Abstract
Niraja Gopal Jayal, Citizenship Imperilled: India’s Fragile Democracy. India: Permanent Black. 2021. 260 pages. ₹795. ISBN: 9788178246451.
With the backdrop of majoritarian nationalism threatening the founding pillars of democracy, Niraja Gopal Jayal, through the lens of ‘citizenship’, makes a convincing argument about the impending effects of the slow erosion of equality, liberty and fraternity in India. According to her, the repeated assaults on the minorities—who are either subjected to state violence against them or social, economic and political discrimination—have culminated in the understanding of what it is to be an Indian citizen. When the idea of Indian citizenship is conflated with the idea of a ‘Hindu Rashtra’ (State) where only the majority Hindus are capable of being citizens, the promise of equal citizenship granted to all in the pages of the Constitution has weakened. Through the lens of citizenship, Jayal has argued that democratic citizen- ship based on principles of equality and universality is the only avenue out of this constitutional imperilment.

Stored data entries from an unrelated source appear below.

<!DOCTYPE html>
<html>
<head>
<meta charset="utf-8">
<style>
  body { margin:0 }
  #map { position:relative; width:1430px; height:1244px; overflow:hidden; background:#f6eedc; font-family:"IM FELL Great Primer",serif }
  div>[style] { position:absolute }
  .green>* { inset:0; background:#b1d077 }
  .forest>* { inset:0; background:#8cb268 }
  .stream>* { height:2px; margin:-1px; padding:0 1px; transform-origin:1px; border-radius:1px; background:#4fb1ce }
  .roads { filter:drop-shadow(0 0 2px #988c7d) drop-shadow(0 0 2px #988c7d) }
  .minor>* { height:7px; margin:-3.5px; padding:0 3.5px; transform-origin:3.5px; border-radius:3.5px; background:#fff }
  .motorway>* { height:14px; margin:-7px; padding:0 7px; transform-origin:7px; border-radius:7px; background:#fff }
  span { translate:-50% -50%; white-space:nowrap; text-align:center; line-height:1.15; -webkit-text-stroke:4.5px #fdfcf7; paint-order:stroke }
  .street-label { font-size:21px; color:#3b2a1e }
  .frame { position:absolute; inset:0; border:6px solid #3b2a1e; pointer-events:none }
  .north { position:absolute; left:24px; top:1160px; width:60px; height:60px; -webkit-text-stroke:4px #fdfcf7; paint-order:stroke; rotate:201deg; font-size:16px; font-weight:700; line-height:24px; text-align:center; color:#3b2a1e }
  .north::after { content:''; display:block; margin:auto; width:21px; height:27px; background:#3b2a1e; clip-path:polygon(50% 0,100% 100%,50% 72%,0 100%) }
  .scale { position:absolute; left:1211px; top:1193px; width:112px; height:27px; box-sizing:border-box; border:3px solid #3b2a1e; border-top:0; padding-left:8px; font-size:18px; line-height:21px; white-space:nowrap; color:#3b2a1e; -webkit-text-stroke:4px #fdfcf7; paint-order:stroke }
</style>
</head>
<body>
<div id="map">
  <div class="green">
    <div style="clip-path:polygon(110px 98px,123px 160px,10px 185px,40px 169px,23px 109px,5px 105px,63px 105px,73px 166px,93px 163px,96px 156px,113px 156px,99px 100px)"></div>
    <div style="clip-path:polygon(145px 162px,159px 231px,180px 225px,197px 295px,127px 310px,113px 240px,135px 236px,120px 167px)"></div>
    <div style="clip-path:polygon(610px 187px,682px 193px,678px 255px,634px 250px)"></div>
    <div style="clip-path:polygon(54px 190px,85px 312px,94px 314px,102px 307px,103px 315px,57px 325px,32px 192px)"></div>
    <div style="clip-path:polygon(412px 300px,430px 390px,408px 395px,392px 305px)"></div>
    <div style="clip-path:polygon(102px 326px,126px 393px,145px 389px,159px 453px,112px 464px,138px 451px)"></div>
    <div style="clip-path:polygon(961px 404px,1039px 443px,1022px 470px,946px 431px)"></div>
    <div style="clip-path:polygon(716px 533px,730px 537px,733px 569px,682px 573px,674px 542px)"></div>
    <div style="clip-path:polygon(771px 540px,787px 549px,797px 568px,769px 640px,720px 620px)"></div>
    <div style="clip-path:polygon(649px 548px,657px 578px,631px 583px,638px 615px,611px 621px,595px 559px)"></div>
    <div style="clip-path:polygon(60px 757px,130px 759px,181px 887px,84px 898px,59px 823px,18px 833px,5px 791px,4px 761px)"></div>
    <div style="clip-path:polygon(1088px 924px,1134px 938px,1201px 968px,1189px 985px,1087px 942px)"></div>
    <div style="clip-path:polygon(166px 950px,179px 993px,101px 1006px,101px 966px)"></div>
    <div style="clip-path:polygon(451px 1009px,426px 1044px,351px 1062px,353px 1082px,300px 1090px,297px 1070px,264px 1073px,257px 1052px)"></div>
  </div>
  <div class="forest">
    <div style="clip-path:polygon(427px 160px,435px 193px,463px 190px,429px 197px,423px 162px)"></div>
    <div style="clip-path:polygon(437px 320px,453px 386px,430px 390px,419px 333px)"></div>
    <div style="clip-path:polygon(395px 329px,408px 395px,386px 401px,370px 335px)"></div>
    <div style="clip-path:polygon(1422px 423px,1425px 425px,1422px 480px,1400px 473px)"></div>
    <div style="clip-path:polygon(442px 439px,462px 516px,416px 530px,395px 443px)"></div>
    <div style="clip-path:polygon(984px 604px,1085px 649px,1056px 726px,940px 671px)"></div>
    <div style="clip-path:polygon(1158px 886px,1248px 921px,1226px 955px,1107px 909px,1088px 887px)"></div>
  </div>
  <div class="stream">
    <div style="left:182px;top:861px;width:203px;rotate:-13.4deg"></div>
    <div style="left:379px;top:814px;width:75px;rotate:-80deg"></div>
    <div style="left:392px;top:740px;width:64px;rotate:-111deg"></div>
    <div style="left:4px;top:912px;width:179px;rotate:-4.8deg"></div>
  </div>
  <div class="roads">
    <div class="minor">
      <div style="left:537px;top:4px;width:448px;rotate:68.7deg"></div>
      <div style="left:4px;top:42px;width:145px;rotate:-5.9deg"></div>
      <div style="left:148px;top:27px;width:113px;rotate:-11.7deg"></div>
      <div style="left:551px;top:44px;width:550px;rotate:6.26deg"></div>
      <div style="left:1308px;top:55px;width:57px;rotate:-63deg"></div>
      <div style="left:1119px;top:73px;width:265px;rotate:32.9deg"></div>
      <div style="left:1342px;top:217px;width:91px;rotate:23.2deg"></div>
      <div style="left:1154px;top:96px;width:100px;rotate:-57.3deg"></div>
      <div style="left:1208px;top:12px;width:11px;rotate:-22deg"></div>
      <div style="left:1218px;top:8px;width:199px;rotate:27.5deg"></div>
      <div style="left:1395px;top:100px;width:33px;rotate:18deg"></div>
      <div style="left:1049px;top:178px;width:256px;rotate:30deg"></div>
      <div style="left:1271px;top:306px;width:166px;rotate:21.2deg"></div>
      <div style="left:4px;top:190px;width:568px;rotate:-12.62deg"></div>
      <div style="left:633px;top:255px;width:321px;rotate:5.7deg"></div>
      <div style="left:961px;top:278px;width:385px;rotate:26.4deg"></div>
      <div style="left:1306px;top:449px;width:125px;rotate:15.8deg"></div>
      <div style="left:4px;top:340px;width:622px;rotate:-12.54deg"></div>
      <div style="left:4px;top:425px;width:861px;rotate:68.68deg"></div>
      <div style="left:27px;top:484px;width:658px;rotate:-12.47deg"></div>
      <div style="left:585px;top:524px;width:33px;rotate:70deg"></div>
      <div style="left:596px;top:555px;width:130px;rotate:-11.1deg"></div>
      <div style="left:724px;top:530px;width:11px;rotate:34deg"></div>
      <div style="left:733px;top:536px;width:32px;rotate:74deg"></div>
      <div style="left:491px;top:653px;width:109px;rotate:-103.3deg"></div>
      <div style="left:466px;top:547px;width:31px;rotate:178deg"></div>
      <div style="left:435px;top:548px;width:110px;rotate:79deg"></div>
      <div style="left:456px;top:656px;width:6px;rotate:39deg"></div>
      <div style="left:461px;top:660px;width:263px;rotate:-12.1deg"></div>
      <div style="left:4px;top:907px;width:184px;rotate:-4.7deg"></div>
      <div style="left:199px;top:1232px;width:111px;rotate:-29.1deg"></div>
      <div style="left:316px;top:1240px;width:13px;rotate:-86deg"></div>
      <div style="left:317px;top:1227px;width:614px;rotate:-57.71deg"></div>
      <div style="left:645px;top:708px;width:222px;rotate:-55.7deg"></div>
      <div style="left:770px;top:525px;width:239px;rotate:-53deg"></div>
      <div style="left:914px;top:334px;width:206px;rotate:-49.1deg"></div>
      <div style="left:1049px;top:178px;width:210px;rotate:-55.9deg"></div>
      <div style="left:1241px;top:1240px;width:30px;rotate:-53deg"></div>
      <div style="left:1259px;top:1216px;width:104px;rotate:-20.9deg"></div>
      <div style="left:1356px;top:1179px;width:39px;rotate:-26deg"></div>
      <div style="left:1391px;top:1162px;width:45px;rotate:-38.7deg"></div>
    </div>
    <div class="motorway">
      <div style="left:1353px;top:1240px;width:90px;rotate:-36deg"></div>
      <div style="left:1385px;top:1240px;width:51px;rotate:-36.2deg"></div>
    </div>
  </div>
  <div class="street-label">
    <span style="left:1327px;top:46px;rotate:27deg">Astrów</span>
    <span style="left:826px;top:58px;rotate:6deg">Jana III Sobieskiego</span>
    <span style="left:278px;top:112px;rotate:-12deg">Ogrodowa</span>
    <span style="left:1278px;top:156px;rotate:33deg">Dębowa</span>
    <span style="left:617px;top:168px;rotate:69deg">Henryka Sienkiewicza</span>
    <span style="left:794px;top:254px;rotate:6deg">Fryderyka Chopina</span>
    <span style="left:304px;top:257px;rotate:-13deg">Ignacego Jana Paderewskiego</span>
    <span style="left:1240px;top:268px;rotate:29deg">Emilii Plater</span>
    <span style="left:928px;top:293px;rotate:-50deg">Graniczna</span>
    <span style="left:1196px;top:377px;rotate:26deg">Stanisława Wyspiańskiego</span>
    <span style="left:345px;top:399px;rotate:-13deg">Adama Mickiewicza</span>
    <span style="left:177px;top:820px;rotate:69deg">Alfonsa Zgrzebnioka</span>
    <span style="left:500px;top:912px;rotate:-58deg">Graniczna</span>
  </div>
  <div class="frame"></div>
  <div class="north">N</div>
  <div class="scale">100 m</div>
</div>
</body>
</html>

Jayal has previously written extensively on the journey citizenship has undertaken from ‘by [place of] birth’ (jus soli) to ‘by descent’ (jus sanguinis). The debates on this transformation are rooted in the religious divisions that even after partition cast a shadow. More recently, the Citizenship (Amendment) Act (CAA) of 2019 grants fast-track citizenship only to a few selected groups of pre-1947 India (Hindus, Sikhs, Buddhists, Parsis and Christians) from three Muslim majority countries (Afghanistan, Pakistan and Bangladesh) and that reconfirms citizenship’s journey towards a faith-based conception. Besides the conflicts over the formal legal status (who can or cannot be citizens), Jayal makes an important contribution by analysing other forms of contestations, over rights and identities. She argues that even though welfare claims have led to the expansion of social citizenship rights, the role of the State in conferring rights is replaced by non-State agencies (international organizations, NGOs, etc.) that turn rights-bearing citizens into consumers or clients. As a result, universal equal citizenship is increasingly replaced by group-differentiated citizenship as a dominant mode of citizenship. In the name of ‘marking’ citizens into groups as ‘beneficiaries’ for welfare provisions, those disadvantaged—the Scheduled Castes (SC), Scheduled Tribes (ST), Muslims and women—are continually reminded of their ‘backward status’. Even though these graded categories of people have access to special provisions, they end up living their lives in the ‘margins’, always with an inferior position to the real citizenship of the unmarked citizen. Therefore, Jayal recommends ‘democratic citizenship’ (p. 155) rather than inclusion as a way out of this hierarchy.
Citizenship Imperilled is mainly a collection of Jayal’s public lectures and individual essays published between 2012 and 2019, with the exception of the introduction and first chapter, which focuses on the CAA. Building her analysis on robust archival and ethnographic resources, her cry for recuperating democratic citizenship as an equal and universal mode of determining citizen identities reverberates throughout the book. While she strongly criticizes group-differentiated citizenship, as acquiring a deterministic identarian approach, she appeals for universal citizenship that creates a singular civic-national identity while simultaneously accommodating the claims of disadvantaged groups for protection and compensation for past marginalization. According to her, the criteria should be ‘by which different types of claims to differentiated citizenship can be arbitrated in a manner that is normatively just and satisfactory, and still leaves room for the practice of a universal conception of citizenship’ (p. 154). Jayal regards the debates on the CAA as an avenue for bringing back discussions around the lost idea of democratic republican citizenship. She notes that even though the CAA marks the moment when the ‘original idea of citizenship was legally extinguished’ (p. 2), it is also the moment ‘in which it appeared to have been recovered rather than irretrievably lost’ (p. 2).
Although Jayal makes strong arguments, providing concise explanations to bolster them, there are some weaknesses in her discussion. Her explication of citizenship being contested is repetitive (as she warns us: ‘in the detailing of the trajectory of legal citizenship … there are some unavoidable overlaps across first four chapters’) (p. 9). Second, she does not situate ‘citizenship’ within the context of neoliberal political economic reforms when the attitude towards citizens also got redefined. The ‘aliens’ or ‘foreigners’ who the citizenship laws declare to be ‘illegal’ (or ‘enemies’) are increasingly recruited as disposable labourers in the economy. They are denied the status of citizen, but this non-recognition did not prevent their utilization as cheap labour as and when deemed necessary.
That said, Jayal’s analysis adds significantly to the contemporary discourse on citizenship in India. Her robust analysis on the CAA, which led to the ultimate diminution of Constitutional law and principles, is worthy of note. The book also provides an overview of the state of majoritarian politics in India and the vilification faced by the minorities, especially Muslims.